- What is expected
Give the data again exactly, stopping after the "Task: Transcribe the" line.

- Items from a dataset
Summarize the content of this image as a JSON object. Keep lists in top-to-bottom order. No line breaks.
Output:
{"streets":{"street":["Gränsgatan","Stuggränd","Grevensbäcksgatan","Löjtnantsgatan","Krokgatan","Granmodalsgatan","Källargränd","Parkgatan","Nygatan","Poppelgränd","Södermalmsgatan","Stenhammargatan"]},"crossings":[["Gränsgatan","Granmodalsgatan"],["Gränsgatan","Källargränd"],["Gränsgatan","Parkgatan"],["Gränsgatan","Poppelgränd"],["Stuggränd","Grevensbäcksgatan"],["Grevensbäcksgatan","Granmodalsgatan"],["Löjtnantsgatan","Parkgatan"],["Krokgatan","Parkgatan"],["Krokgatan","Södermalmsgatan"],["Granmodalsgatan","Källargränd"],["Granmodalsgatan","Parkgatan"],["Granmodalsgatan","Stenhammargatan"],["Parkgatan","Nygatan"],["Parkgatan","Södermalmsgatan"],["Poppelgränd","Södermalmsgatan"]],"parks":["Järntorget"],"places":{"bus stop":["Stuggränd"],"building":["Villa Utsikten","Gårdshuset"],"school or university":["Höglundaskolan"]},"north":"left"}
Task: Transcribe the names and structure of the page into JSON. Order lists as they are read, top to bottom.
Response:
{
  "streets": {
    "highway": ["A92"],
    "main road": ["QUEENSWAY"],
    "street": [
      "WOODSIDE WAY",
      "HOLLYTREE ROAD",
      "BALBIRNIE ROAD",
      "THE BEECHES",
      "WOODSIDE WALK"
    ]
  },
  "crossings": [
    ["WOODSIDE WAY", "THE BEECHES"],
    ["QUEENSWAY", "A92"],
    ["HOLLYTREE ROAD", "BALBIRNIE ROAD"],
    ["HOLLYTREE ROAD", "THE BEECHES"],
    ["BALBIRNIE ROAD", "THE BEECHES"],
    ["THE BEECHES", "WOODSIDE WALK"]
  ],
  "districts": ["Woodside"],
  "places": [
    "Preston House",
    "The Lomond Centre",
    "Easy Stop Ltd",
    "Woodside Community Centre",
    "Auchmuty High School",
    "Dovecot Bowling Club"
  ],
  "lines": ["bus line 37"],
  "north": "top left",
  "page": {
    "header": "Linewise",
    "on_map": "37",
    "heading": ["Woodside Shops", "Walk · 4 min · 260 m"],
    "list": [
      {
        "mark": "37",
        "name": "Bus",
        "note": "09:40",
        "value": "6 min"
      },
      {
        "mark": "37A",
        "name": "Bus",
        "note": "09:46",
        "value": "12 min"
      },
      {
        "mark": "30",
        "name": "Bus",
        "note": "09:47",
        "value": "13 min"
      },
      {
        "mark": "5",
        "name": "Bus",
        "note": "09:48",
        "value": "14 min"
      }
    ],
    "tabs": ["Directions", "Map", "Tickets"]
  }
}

- Result of the exercise
Summarize the content of this image as a JSON object. Keep lists in top-to-bottom order. No line breaks.
Output:
{"streets":{"street":["Gränsgatan","Stuggränd","Grevensbäcksgatan","Löjtnantsgatan","Krokgatan","Granmodalsgatan","Källargränd","Parkgatan","Nygatan","Poppelgränd","Södermalmsgatan","Stenhammargatan"]},"crossings":[["Gränsgatan","Granmodalsgatan"],["Gränsgatan","Källargränd"],["Gränsgatan","Parkgatan"],["Gränsgatan","Poppelgränd"],["Stuggränd","Grevensbäcksgatan"],["Grevensbäcksgatan","Granmodalsgatan"],["Löjtnantsgatan","Parkgatan"],["Krokgatan","Parkgatan"],["Krokgatan","Södermalmsgatan"],["Granmodalsgatan","Källargränd"],["Granmodalsgatan","Parkgatan"],["Granmodalsgatan","Stenhammargatan"],["Parkgatan","Nygatan"],["Parkgatan","Södermalmsgatan"],["Poppelgränd","Södermalmsgatan"]],"parks":["Järntorget"],"places":{"bus stop":["Stuggränd"],"building":["Villa Utsikten","Gårdshuset"],"school or university":["Höglundaskolan"]},"north":"left"}
Task: Transcribe the names and structure of the page into JSON. Order lists as they are read, top to bottom.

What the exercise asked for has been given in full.